TcGSA: Time-Course Gene Set Analysis

Documented in TcGSA.LR.parallel

#'Parallel computing the Likelihood Ratios for the Gene Sets under Scrutiny
#'
#'A parallel version of the function \code{\link{TcGSA.LR}} to be used on a
#'cluster of computing processors.  This function computes the Likelihood
#'Ratios for the gene sets under scrutiny, as well as estimations of genes
#'dynamics inside those gene sets through mixed models.
#'
#'This Time-course Gene Set Analysis aims at identifying gene sets that are not
#'stable over time, either homogeneously or heterogeneously (see \emph{Hejblum
#'et al, 2012}) in terms of their probes.  And when the argument
#'\code{separatePatients} is \code{TRUE}, instead of identifying gene sets that
#'have a significant trend over time (possibly with probes heterogeneity of
#'this trend), \emph{TcGSA} identifies gene sets that have significantly
#'different trends over time depending on the patient.
#'
#'If the \code{monitorfile} argument is a character string naming a file to
#'write into, in the case of a new file that does not exist yet, such a new
#'file will be created. A line is written each time one of the gene sets under
#'scrutiny has been analyzed (i.e. the two mixed models have been fitted, see
#'\code{\link{TcGSA.LR}}) by one of the parallelized processors.
#'
#'@aliases TcGSA.LR.parallel
#'
#'@param Ncpus The number of processors available.
#'
#'@param type_connec The type of connection between the processors. Supported
#'cluster types are \code{"SOCK"}, \code{"PVM"}, \code{"MPI"}, and
#'\code{"NWS"}. See also \code{\link[parallel:makeCluster]{makeCluster}}.
#'
#'@param expr 
#'a matrix or dataframe of gene expression.  Its dimension are
#'\eqn{n}x\eqn{p}, with the \eqn{p} samples in column and the \eqn{n} genes in
#'row.
#'
#'@param gmt 
#'a \bold{gmt} object containing the gene sets definition.  See
#'\code{\link[GSA:GSA.read.gmt]{GSA.read.gmt}} and definition on 
#'\href{https://software.broadinstitute.org/cancer/software/gsea/wiki/index.php/Data_formats}{www.software.broadinstitute.org}.
#'
#'@param design
#'a matrix or dataframe containing the experimental variables that used in the model,
#'namely \code{subject_name}, \code{time_name}, and \code{covariates_fixed} 
#'and \code{time_covariates} if applicable.  Its dimension are \eqn{p}x\eqn{m} 
#'and its row are is in the same order as the columns of \code{expr}.
#'
#'@param subject_name
#'the name of the factor variable from \code{design} that contains the information on 
#'the repetition units used in the mixed model, such as the patient identifiers for instance.  

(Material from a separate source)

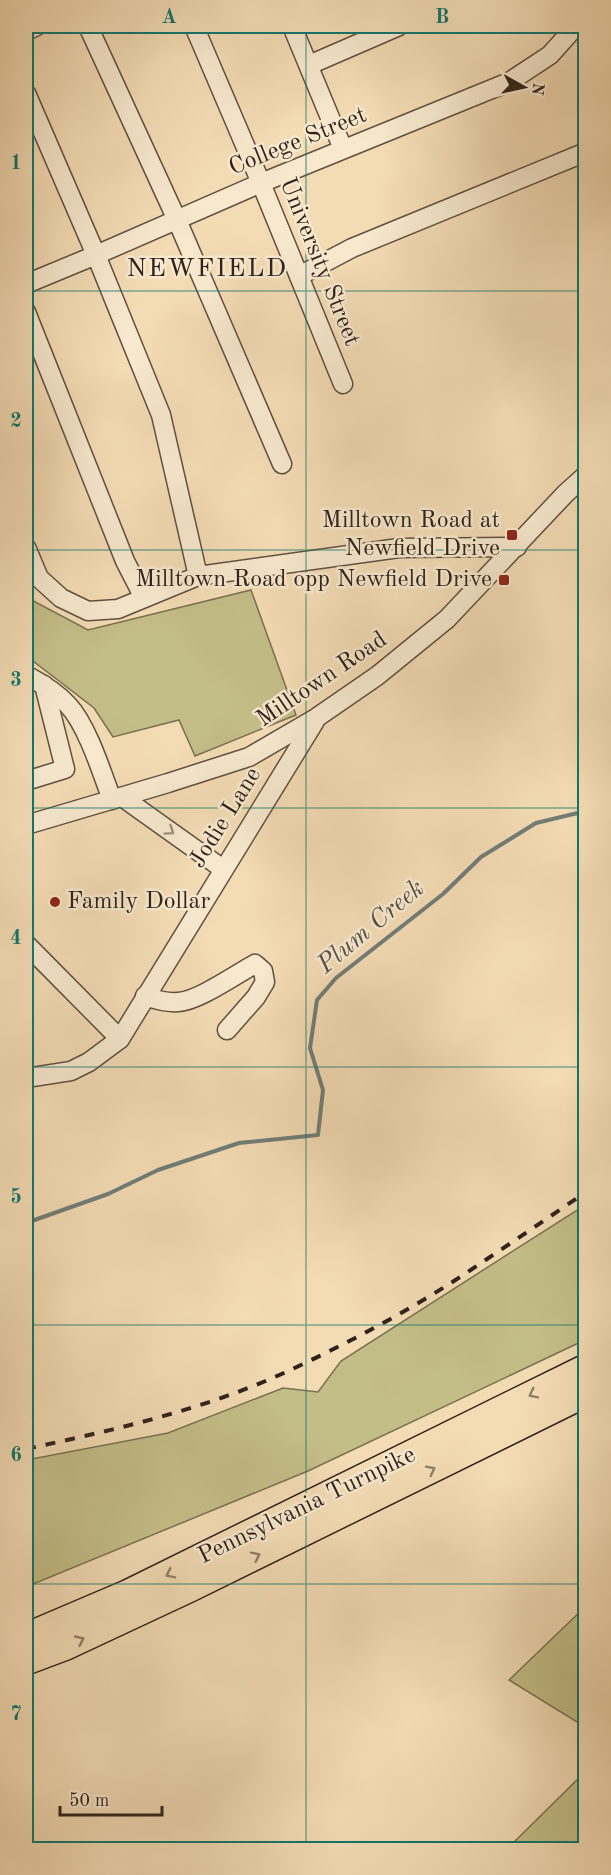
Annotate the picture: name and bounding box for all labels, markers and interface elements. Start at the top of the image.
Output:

#'Default is \code{'Patient_ID'}.  See Details.
#'
#'@param time_name
#'the name of the numeric or factor variable from \code{design} contains 
#'the information on the time replicates (the time points at which gene 
#'expression was measured).  Default is \code{'TimePoint'}.  See Details.
#'
#'@param crossedRandom
#'logical flag indicating whether the random effects of the subjects and of the time points
#'should be modeled as one crossed random effect or as two separated random effects.  
#'Default is \code{FALSE}. See details.
#'
#'@param covariates_fixed
#'a character vector with the names of numeric or factor variables from the \code{design} 
#'matrix that should appear as fixed effects in the model.  See details.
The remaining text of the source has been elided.